Restaurant Style Salsa

Nothing beats fresh salsa, and nothing beats "I made that myself." It's easy to make, and it's a great use for tomatoes and peppers that have passed their prime. That's right. Everyone's favorite reason for going to a Mexican restaurant is really just a way for the restaurant to use up tomatoes and peppers they'd otherwise have to throw away.

Ingredients

Note: If you are using tomatoes from your garden, you can skip the canned. But grocery store tomatoes are grown for color, durability, appearance: Everything but flavor.
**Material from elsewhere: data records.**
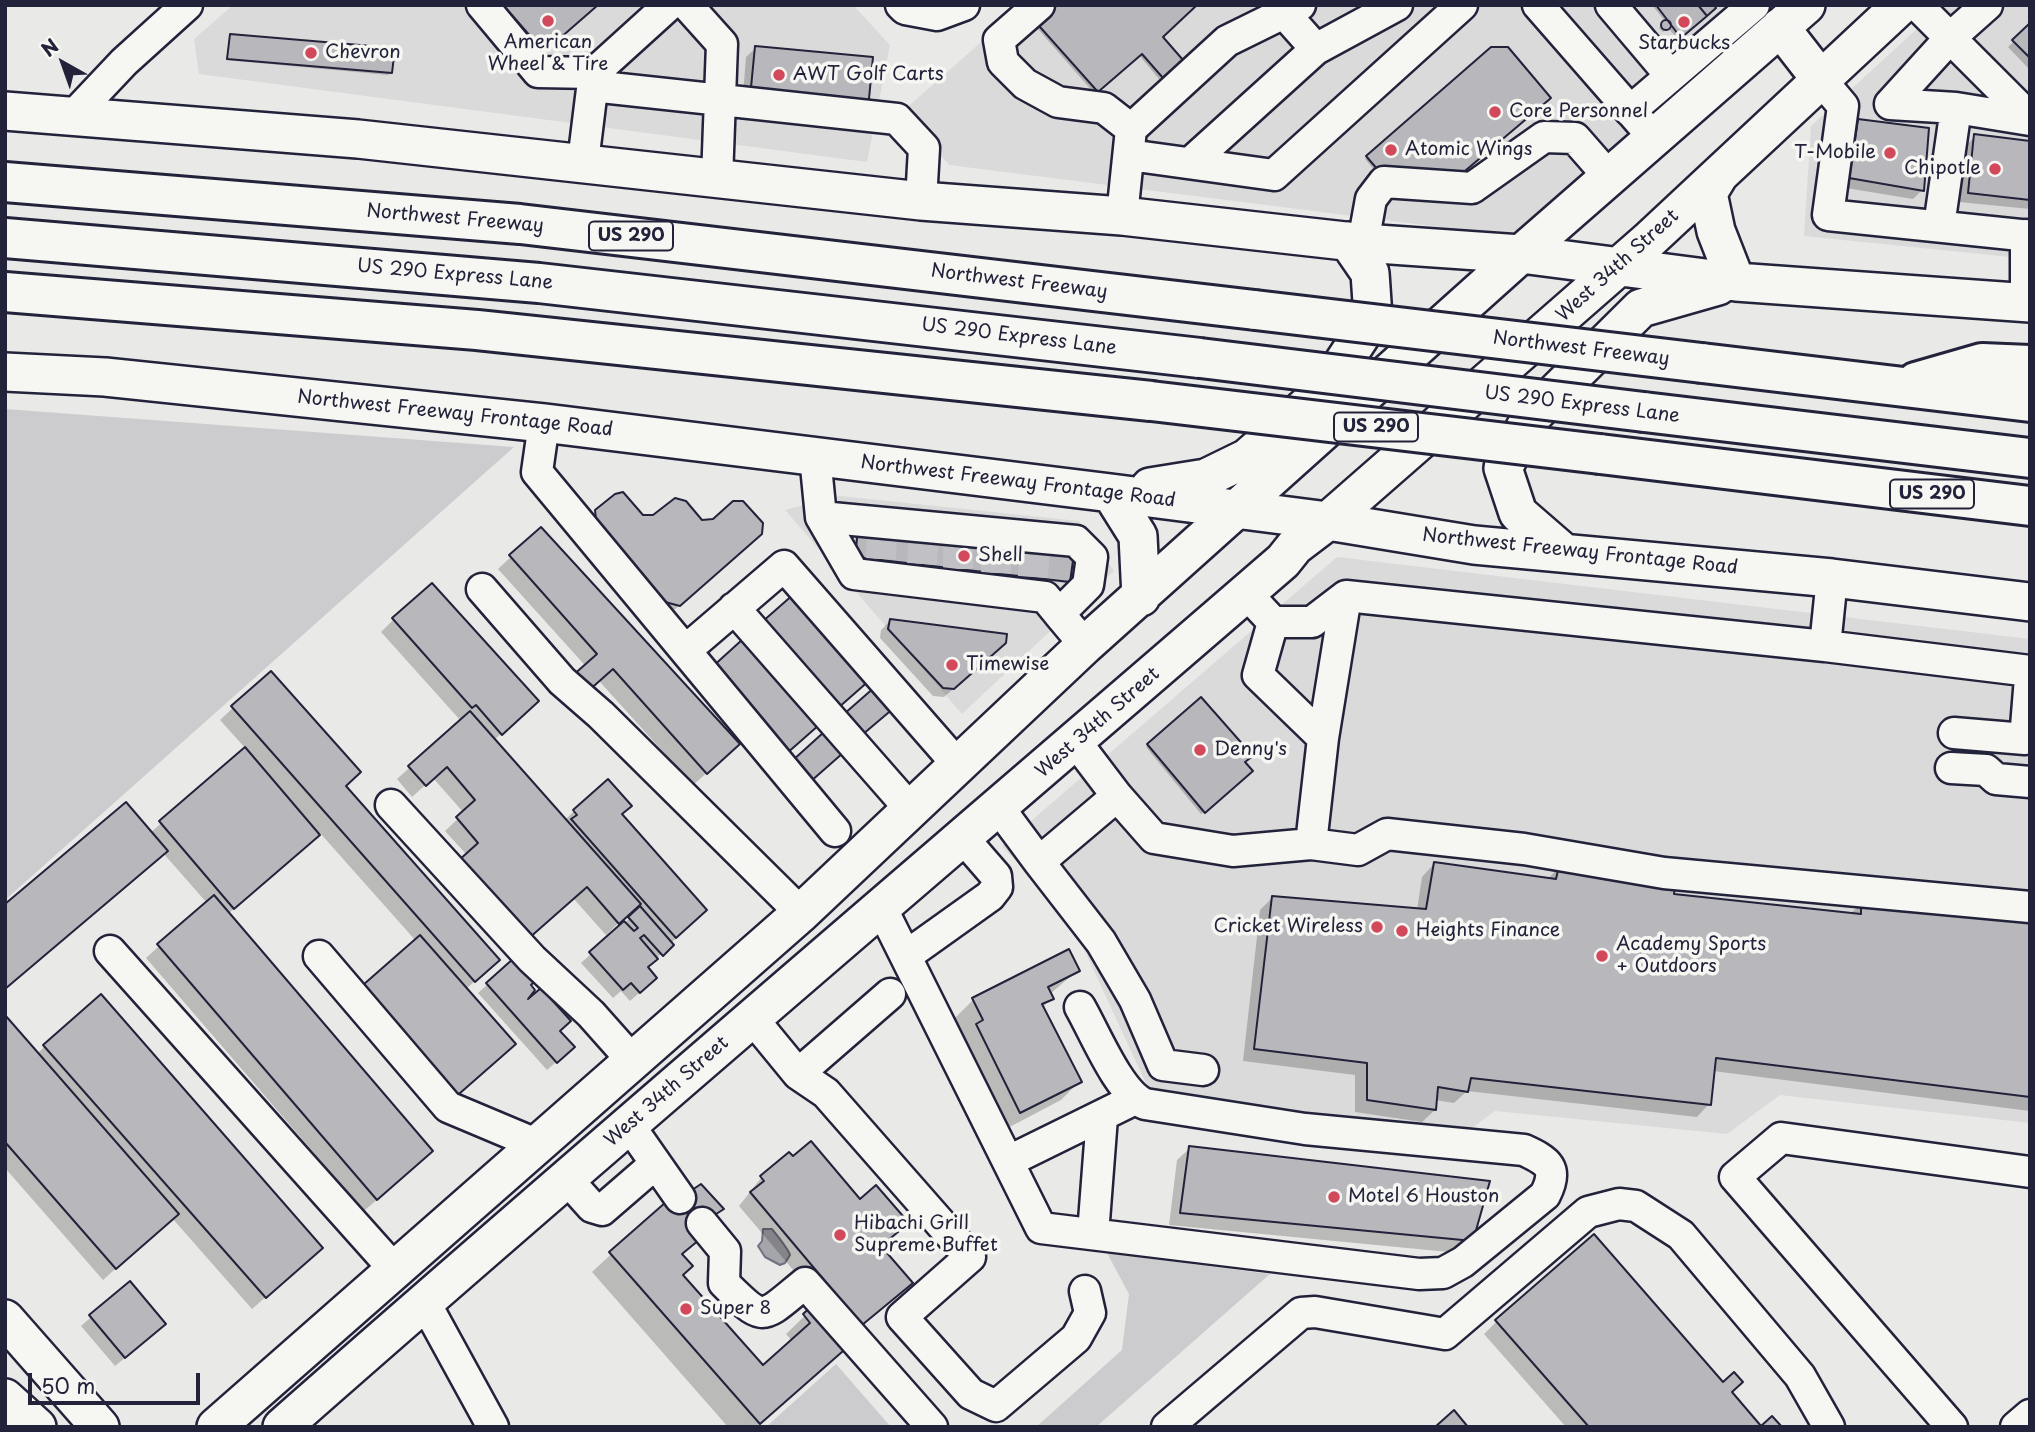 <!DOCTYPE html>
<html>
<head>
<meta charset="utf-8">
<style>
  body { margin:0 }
  #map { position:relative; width:2035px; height:1432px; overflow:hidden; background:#e9e9e7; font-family:"Playpen Sans",sans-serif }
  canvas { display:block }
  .frame { position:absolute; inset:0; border:7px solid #22223b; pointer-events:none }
  .north { position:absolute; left:28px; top:28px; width:70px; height:70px; -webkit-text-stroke:5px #f6f6f2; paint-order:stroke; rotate:320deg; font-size:19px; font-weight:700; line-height:28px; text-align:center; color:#22223b }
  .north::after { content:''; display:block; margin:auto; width:24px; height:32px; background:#22223b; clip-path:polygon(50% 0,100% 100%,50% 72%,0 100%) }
  .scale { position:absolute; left:28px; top:1373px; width:172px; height:32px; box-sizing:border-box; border:4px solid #22223b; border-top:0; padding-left:9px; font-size:21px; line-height:24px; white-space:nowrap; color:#22223b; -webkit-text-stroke:5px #f6f6f2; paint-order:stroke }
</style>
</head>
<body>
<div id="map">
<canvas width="2035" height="1432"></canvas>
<div class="frame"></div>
<div class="north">N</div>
<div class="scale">50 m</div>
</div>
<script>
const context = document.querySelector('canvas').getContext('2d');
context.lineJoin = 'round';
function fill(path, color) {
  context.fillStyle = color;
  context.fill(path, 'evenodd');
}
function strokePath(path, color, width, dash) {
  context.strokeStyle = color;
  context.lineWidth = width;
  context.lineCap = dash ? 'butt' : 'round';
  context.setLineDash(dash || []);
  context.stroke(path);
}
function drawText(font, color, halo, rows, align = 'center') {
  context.font = font + ' "Playpen Sans",sans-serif';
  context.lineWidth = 7;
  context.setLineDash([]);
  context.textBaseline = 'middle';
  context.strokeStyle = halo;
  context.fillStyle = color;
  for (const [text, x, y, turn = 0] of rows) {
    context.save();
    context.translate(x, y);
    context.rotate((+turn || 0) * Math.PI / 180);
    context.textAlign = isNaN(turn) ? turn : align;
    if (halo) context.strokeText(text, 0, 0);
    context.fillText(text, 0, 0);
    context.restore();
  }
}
fill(new Path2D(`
  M233 5H853L890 45 867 162 199 74 194 39Z
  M1023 5H1775L1515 232 1472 231 949 165 903 111Z
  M1943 5H2030V259L1804 236 1811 126Z
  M840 496 1079 521 1114 571 962 714 785 510Z
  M1337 557 2030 639V1123L1780 1095 1727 1134 1495 1111 1465 1133 1150 1092 1082 945 1048 895 1002 846Z`), '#dadada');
fill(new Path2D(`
  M5 409 514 447 5 900Z
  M1107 1253 1270 1274 1096 1427H1036L1122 1350 1129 1294Z
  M836 1364 891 1427H766Z`), '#ccccce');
const water = new Path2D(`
  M763 1229H772C776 1234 789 1250 790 1255L785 1263 780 1265 765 1257 758 1246 762 1241Z`);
fill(water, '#a5a5ac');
strokePath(water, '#71717f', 2);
fill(new Path2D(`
  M480 5H597L545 51 518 49Z
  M1652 5H1711L1714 8 1678 39 1668 28 1663 32 1659 28 1665 21Z
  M1031 21 1161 37 1178 62 1159 79 1139 55 1094 93Z
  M2030 26V70L2008 47Z
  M230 35 391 72 388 75 226 60Z
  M756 48 871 59 742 107 746 57Z
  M1492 48 1376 172 1365 159Z
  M1858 121 1922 190 1913 199 1840 187 1849 130Z
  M1975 136 2030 142V209L1959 202 1966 146Z
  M597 511 702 521 748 546 666 617 584 524Z
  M541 529 726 756 693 785 498 569Z
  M856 534 1069 581 1066 583 853 559Z
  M394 619 525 713 494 740 565 820 574 811 620 815 692 922 647 968 646 987 630 1001 621 991 613 998 581 963 633 915 630 912 606 935 573 898 467 855 445 831 464 813 433 778 412 797 397 779 461 721 381 632Z
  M890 621 995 652 944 697 933 696 880 638 881 630Z
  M270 673 344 786 485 972 466 989 416 941 320 833 228 914 419 1163 364 1211 146 958 207 903 163 853 5 989V906L150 833 246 749 220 720Z
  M1201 699 1250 771 1201 814 1146 747Z
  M1434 864 1547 880 1559 867 1672 895 1850 914 1862 903 2030 922V1111L1713 1071 1709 1104 1697 1117 1467 1091 1454 1103 1435 1100V1110L1422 1122 1355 1112V1075L1243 1061 1260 910 1272 898 1417 910 1422 877Z
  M1078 970 1050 994 1052 998 1042 1008 1079 1082 1061 1100 1002 1131 958 1044 965 1038 955 1018 973 1000Z
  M488 984 558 1031 563 1056 547 1070 478 993Z
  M5 1017 37 1054 45 1046 308 1260 252 1309 172 1218 103 1280 5 1168Z
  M1190 1148 1471 1240 1459 1253 1169 1225 1177 1160Z
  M761 1178 860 1201 894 1235 880 1247 898 1295 849 1336 739 1206Z
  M665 1204 721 1209 681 1255V1275L762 1367 792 1341 786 1334 815 1306 830 1362 756 1427H728L592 1272Z
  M130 1283 155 1333 115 1366 81 1326Z
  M1497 1321 1730 1392 1760 1427H1566L1484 1334Z`), '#0003');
const building = new Path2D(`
  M503 5H598L559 39 531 37Z
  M1053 5H1197L1163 37 1183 60 1163 78 1142 54 1098 92 1032 18Z
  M1656 5H1698L1707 16 1681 38Z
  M1698 5H1714L1716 8 1707 16Z
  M1661 25a5 5 0 1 1 10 0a5 5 0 1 1-10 0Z
  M2030 23V58L2012 40Z
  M230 34 395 48 392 73 227 59Z
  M755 46 873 57 868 109 750 98Z
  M1491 47H1508L1551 98 1459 176 1378 170 1366 156Z
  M1858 119 1929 128 1924 191 1849 178Z
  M1974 134 2030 141V200L1968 193Z
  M623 492 643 515H653L675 498 686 501 702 520 713 519 733 501H743L763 523 762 534 680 606 665 602 596 520 595 510 615 494Z
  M541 527 740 744 707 774 613 669 586 693 571 677 597 654 509 555Z
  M858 530 1074 554 1070 582 855 557Z
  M432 583 539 701 502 735 476 705 472 708 392 618Z
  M795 593 871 679 838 708 762 622Z
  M890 619 1007 634 1006 643 954 689 943 688 888 629Z
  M743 639 819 725 786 754 711 668Z
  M271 671 361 772 346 786 500 960 475 982 231 706Z
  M876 686 895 707 862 735 844 714Z
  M1201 697 1253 756 1245 762 1253 771 1205 813 1147 744Z
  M470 711 641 904 619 924 587 887 528 939 458 861 478 843 456 817 475 800 447 767 426 786 408 766Z
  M824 732 843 753 810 782 792 761Z
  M245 747 320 835 234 909 159 821Z
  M608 779 632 806 622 814 707 910 676 938 571 819 577 815 573 810Z
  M126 802 168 851 5 989V904Z
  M1434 862 1556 879 1559 866 1676 880 1674 894 1861 914V901L2030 920V1097L1716 1058 1711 1105 1471 1078 1468 1092 1438 1087 1436 1110 1367 1100V1063L1254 1049 1272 896 1426 909Z
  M214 895 433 1151 377 1200 157 944Z
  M640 906 674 945 663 956 644 935 640 938 658 959 648 967 657 978 640 993 631 983 623 990 589 952 624 921 634 931 638 928 628 917Z
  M420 935 516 1044 451 1101 355 992Z
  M1069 949 1080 971 1048 987 1054 999 1042 1004 1082 1082 1020 1113 976 1024 983 1020 972 998Z
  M514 958 535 981 531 985 535 990 528 999 541 988 571 1021 560 1031 575 1047 557 1063 486 983Z
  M101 994 323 1248 266 1298 43 1045Z
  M5 1015 179 1214 116 1269 5 1142Z
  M811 1141 860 1199 876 1185 909 1223 881 1246 913 1283 862 1325 750 1192 764 1181 760 1176 789 1152 793 1156Z
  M1189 1146 1490 1181 1473 1241 1180 1213Z
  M701 1184 724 1209 702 1223H692L688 1227 699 1240 682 1254 693 1266 683 1275 763 1365 810 1323 803 1314 815 1303 851 1344 760 1424 609 1252 666 1202 677 1214 681 1210 680 1198Z
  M1594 1234 1723 1382 1734 1372 1743 1382 1732 1392 1761 1426 1772 1416 1782 1427H1589L1495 1320Z
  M130 1281 166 1324 125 1358 89 1315Z
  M1454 1410 1468 1427H1435Z`);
fill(building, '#b8b8bc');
strokePath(building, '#22223b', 2);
strokePath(new Path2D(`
  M881 559 882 532
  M922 564 924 537
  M958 569V541
  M996 573 997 546
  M1033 577 1035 550`), '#c1c1c5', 30, [30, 15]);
const minor = new Path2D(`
  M482 5 538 72 594 73 669 5
  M687 5 722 44 717 179
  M901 5 905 9 937 15 964 5
  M1039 5 999 40 1003 62 1025 84 1058 102 1104 108 1131 129
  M1538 5 1655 139
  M1611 5 1671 76
  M1917 5 2030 118
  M1284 13 1316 49 1397 5
  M1822 81 1843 106 1828 215 2030 236
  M592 86 897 119 924 148 921 201
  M1890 104 1956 108 2030 120
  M1890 104 1951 37 1987 5
  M1630 111 1754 5
  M73 116 124 62 187 5
  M1129 155 1274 175 1462 5
  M583 162 594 73
  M1190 163 1316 49
  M1122 216 1131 129 1227 41 1300 5
  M1939 226 1956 108
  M2026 235V303
  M1363 243 1371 199 1384 182 1472 188 1544 137 1575 138 1610 178
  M544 423 537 472 835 831
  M815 456 821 517 854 574 1045 597 1059 614
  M821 517 1076 541 1092 557 1088 585 1059 614 1085 645
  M482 589 562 681 601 715 801 913
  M1246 593 1273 622H1312L1346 596 1825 646 1832 578
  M734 608 911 810
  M1273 622 1258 675 1323 738 1346 596
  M1825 646 2030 671
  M686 650 784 566 957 764
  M1954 733 2025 739 2030 678
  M1951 768 1986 770 1996 779 2030 782
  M1117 796 1154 838 1233 851 1311 844 1358 850 1387 834 1524 849 1664 873 2030 907
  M391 805 532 959 591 1014 631 1059
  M999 808 1039 862 1117 796 1076 742
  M1311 844 1323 738
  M1039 862 1101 942 1135 1000 1163 1065 1203 1070
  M881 907 1041 1228 1419 1274 1443 1273 1463 1262 1545 1195C1559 1168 1548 1161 1524 1150L1305 1129 1145 1104C1119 1093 1095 1033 1080 1007
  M110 951 394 1269
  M319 956 448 1107 536 1144
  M906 956 990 896 997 887 996 876 963 838
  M752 1018 798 1074 826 1093 970 1257 902 1317 971 1394 996 1406 1076 1338 1090 1313 1085 1291
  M798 1074 890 994
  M629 1125 680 1198
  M1009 1161 1135 1099
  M566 1178 592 1207 602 1210 654 1165
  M702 1223 725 1251 724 1283C765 1324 761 1319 805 1283L932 1427
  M1093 1234 1102 1117
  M424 1301 493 1427
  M1167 1427 1301 1313 1315 1312 1445 1334 1588 1212 1619 1204 1636 1206 1681 1235 1800 1376 1829 1427
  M1952 1427 1735 1177 1781 1138 2030 1172
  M2016 1427 2030 1415`);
const major = new Path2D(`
  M1780 27 1822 81
  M5 111 358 139 921 201 1122 216 1363 243 1521 254 1736 282 2030 303
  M1719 175 1708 193 1716 231 1736 282
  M5 372 105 377 544 423 1111 493 1328 521 1474 545 1832 578 2030 602
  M1150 487 1206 478 1247 458 1326 389 1373 317 1370 273 1348 241
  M1111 493 1138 536 1141 597
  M1563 552 1518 513 1503 468 1531 417 1641 308 1718 286
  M5 1319 100 1427
  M5 1398 37 1427
  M216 1427 801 913 1085 645 1521 254 1806 5
  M282 1427C613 1135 949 850 1283 561L1295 546 1328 521 1648 241 1901 5`);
const highway = new Path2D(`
  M5 182 520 224 1255 310
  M5 238 539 283 1200 358
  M5 292 477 330 1151 401
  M1702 363 2030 402
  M1916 382 1982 363 2030 365
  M1644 412 2030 458
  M1600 454 2030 506`);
strokePath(minor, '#22223b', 35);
strokePath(major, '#22223b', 42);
strokePath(highway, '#22223b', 44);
strokePath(minor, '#f6f6f2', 30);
strokePath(major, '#f6f6f2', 37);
strokePath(highway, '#f6f6f2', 38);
const highwayBridge = new Path2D(`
  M1255 310 1702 363
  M1200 358 1644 412
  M1151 401 1600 454`);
strokePath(highwayBridge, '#22223b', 44, []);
strokePath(highwayBridge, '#f6f6f2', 38);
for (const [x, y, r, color] of [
  [548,21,7,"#d1495b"],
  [1684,22,7,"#d1495b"],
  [311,53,7,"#d1495b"],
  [779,75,7,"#d1495b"],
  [1495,112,7,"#d1495b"],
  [1391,150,7,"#d1495b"],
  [1890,153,7,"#d1495b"],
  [1995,169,7,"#d1495b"],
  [964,556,7,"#d1495b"],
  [952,665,7,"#d1495b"],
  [1200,750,7,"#d1495b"],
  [1377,927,7,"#d1495b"],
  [1402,931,7,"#d1495b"],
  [1602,956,7,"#d1495b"],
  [1334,1197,7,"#d1495b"],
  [840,1235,7,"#d1495b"],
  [686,1309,7,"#d1495b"]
]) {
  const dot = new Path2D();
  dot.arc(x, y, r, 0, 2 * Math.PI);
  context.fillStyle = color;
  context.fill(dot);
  strokePath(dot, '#f6f6f2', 2.5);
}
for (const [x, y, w] of [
  [631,236,84],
  [1376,427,84],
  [1932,494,84]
]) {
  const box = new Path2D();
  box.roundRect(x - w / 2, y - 14.5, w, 29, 5);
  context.fillStyle = '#f6f6f2';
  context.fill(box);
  strokePath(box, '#22223b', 2);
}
drawText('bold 18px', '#22223b', null, [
  ["US 290",631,236],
  ["US 290",1376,427],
  ["US 290",1932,494]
]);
drawText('19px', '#22223b', '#f6f6f2', [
  ["American",548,43,"center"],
  ["Wheel & Tire",548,65,"center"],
  ["Starbucks",1684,44,"center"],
  ["Chevron",325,53],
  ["AWT Golf Carts",793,75],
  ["Core Personnel",1509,112],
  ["Atomic Wings",1405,150],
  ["T-Mobile",1876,153,"right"],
  ["Chipotle",1981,169,"right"],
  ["Shell",978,556],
  ["Timewise",966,665],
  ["Denny's",1214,750],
  ["Cricket Wireless",1363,927,"right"],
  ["Heights Finance",1416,931],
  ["Academy Sports",1616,945],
  ["+ Outdoors",1616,967],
  ["Motel 6 Houston",1348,1197],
  ["Hibachi Grill",854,1224],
  ["Supreme Buffet",854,1246],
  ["Super 8",700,1309]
], 'left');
drawText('19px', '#22223b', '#f6f6f2', [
  ["Northwest Freeway",455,219,5],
  ["West 34th Street",1618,266,-42],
  ["US 290 Express Lane",455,275,5],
  ["Northwest Freeway",1019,282,7],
  ["US 290 Express Lane",1019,337,7],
  ["Northwest Freeway",1581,349,7],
  ["US 290 Express Lane",1582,405,7],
  ["Northwest Freeway Frontage Road",455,414,6],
  ["Northwest Freeway Frontage Road",1018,482,7],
  ["Northwest Freeway Frontage Road",1580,552,6],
  ["West 34th Street",1098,723,-41],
  ["West 34th Street",667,1092,-41]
]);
</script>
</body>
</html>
It doesn't matter if you use diced, petite diced, whole, or crushed, but the sad specimens from the produce department need a little boost.

Equipment

You'll need a blender of some sort. A hand blender is ideal.

Instructions

  1. Heat the oven to 425°F/220°C.
  2. Break off and discard stems and leaves from the tomatoes and peppers. Trim the "hair" from the onion and peel the papery outer skin from the onion and garlic. Cut the onion in half.
  3. Put the tomatoes, onions, garlic, and peppers on a sheet pan in the upper middle part of the oven and roast for 30 minutes. The skins should be charring.
  4. Dump the roasted vegetables into a steep walled container--a Dutch oven is perfect--and add the canned tomatoes, cilantro (stems and all), some lime juice, and some salt. (You can chill everything now if you want and blend it later.)
  5. Blend until it's as smooth as you like.
  6. Taste and add more salt or acid as desired. Go a little heavy because once it's chilled, those flavors will be muted.
  7. Chill and serve.

Yield

Two or three quarts, so there is plenty to share. It will keep well in the refrigerator for at least a week, and it freezes pretty well indefinitely.